REQUIRED ACTION:
Find the word "rotate" in the records below. List each line containing it.

-- Opening Marker --

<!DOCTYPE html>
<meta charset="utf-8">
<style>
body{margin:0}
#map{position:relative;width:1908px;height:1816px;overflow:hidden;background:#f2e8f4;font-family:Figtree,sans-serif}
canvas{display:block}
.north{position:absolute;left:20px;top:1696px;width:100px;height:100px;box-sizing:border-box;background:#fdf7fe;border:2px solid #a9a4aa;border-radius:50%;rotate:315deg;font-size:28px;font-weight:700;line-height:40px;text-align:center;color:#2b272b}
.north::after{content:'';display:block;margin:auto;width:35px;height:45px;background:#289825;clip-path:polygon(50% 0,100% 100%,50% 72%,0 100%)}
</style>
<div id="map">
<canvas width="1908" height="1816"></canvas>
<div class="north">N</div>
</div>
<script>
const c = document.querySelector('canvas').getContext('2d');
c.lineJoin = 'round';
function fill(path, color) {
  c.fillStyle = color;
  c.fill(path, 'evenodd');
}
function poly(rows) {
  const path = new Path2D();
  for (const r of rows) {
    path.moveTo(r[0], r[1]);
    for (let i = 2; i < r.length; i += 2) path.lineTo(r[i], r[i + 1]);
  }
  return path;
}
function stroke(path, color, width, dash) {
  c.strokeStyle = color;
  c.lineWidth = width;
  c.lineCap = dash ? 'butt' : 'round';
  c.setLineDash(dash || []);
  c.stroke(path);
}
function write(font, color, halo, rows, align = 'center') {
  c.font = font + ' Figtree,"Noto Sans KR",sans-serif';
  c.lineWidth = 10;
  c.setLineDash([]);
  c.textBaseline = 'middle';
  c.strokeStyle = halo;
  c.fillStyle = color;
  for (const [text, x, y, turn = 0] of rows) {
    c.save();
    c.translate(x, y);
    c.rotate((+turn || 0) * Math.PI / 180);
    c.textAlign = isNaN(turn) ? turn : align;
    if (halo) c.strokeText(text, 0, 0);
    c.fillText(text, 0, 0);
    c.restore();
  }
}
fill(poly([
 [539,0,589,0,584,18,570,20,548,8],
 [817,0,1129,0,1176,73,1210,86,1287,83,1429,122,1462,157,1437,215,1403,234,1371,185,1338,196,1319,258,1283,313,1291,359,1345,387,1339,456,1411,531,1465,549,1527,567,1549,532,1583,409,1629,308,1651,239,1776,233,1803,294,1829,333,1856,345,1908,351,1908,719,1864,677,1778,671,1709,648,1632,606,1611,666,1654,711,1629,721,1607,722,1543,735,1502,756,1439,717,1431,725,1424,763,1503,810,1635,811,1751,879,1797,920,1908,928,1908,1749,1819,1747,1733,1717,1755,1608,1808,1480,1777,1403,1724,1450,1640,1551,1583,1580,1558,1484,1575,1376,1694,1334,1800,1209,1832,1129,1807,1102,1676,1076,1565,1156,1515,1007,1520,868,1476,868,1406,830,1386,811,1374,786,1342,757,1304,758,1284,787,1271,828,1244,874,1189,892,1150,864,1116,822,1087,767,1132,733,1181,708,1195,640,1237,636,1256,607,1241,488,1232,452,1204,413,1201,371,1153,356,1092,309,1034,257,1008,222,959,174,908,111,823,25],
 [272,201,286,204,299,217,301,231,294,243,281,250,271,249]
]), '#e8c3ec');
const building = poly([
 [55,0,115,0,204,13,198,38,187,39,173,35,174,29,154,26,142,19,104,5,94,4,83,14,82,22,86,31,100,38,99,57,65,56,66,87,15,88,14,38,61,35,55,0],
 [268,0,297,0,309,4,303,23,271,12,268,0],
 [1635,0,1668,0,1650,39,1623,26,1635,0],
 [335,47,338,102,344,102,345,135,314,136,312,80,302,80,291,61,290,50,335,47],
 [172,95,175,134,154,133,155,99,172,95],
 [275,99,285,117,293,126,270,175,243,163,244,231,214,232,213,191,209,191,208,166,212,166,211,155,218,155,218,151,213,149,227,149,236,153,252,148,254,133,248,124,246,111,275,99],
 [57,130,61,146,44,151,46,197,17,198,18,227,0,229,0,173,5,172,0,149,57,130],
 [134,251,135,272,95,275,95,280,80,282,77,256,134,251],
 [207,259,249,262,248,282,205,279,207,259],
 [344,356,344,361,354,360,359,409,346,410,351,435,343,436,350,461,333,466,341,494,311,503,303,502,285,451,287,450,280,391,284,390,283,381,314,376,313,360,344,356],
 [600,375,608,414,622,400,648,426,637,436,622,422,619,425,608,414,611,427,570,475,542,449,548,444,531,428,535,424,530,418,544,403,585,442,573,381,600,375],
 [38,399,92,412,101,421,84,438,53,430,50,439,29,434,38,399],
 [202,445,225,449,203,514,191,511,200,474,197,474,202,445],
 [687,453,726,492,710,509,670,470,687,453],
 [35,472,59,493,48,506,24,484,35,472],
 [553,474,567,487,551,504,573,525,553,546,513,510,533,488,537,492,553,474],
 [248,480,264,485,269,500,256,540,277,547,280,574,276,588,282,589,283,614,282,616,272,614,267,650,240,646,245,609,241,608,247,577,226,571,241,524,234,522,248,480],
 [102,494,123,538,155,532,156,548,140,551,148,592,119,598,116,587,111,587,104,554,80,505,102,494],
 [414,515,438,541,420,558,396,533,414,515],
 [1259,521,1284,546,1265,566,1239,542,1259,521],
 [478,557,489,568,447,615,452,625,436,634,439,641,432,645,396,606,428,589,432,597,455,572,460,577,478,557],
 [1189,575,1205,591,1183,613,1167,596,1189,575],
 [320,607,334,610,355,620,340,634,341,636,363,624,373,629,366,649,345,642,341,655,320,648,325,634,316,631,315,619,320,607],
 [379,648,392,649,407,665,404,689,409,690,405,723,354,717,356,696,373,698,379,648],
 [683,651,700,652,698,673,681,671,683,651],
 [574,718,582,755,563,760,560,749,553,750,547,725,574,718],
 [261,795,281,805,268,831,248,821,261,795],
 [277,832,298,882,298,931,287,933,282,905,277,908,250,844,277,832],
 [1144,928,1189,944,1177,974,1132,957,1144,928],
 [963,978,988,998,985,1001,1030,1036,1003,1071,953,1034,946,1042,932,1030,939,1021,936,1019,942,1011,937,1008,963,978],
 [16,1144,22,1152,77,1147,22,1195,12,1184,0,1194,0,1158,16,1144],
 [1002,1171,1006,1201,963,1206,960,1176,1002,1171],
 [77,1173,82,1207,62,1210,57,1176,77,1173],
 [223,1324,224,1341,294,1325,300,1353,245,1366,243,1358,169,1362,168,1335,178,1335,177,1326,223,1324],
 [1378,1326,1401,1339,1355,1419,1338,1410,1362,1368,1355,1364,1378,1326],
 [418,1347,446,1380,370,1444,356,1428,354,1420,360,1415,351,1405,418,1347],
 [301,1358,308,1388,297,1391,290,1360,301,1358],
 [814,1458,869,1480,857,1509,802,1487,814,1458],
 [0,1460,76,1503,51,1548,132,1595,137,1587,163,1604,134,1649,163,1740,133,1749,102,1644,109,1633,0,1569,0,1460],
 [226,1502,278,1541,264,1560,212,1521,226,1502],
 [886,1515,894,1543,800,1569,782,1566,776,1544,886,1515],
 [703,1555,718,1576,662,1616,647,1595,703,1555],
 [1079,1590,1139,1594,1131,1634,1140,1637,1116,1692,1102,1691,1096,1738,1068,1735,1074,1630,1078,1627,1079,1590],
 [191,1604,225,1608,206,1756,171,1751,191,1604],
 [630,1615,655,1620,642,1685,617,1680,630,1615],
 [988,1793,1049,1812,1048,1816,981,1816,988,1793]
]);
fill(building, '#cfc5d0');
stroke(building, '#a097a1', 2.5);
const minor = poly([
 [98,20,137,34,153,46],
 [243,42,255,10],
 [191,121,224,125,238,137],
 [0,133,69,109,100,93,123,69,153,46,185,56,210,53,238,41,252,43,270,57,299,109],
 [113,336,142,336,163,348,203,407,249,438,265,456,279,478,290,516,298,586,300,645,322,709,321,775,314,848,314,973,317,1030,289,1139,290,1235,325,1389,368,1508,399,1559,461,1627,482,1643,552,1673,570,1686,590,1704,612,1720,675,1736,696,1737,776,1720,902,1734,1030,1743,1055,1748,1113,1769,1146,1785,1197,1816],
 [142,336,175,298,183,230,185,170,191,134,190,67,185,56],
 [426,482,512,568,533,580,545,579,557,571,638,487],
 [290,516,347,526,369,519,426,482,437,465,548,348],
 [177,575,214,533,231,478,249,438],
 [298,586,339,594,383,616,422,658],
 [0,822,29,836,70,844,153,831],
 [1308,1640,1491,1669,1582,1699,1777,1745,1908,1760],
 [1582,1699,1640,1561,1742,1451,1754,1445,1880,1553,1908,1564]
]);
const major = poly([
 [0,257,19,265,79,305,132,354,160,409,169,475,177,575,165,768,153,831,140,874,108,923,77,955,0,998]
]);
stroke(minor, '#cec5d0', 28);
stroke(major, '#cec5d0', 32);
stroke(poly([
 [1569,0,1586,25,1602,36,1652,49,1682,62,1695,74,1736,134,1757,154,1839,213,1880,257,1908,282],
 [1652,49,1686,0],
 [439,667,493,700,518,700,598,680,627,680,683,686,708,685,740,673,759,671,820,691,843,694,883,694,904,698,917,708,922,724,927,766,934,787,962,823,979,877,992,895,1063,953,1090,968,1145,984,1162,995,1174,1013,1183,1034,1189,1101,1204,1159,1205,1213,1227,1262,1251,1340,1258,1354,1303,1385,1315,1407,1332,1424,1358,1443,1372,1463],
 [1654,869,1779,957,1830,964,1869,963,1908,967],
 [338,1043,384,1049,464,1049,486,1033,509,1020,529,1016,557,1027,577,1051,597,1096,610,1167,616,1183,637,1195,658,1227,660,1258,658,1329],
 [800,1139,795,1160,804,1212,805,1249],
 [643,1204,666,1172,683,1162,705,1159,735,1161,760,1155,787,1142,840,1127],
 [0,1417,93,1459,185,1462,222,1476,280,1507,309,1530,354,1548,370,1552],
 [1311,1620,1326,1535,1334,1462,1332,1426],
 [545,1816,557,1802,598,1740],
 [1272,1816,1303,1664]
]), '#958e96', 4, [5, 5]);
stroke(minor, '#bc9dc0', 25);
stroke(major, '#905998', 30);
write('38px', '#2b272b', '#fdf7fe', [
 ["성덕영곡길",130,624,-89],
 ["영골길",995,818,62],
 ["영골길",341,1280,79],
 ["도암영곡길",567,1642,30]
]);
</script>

-- Closing Marker --

TASK SOLUTION:
.north{position:absolute;left:20px;top:1696px;width:100px;height:100px;box-sizing:border-box;background:#fdf7fe;border:2px solid #a9a4aa;border-radius:50%;rotate:315deg;font-size:28px;font-weight:700;line-height:40px;text-align:center;color:#2b272b}
    c.rotate((+turn || 0) * Math.PI / 180);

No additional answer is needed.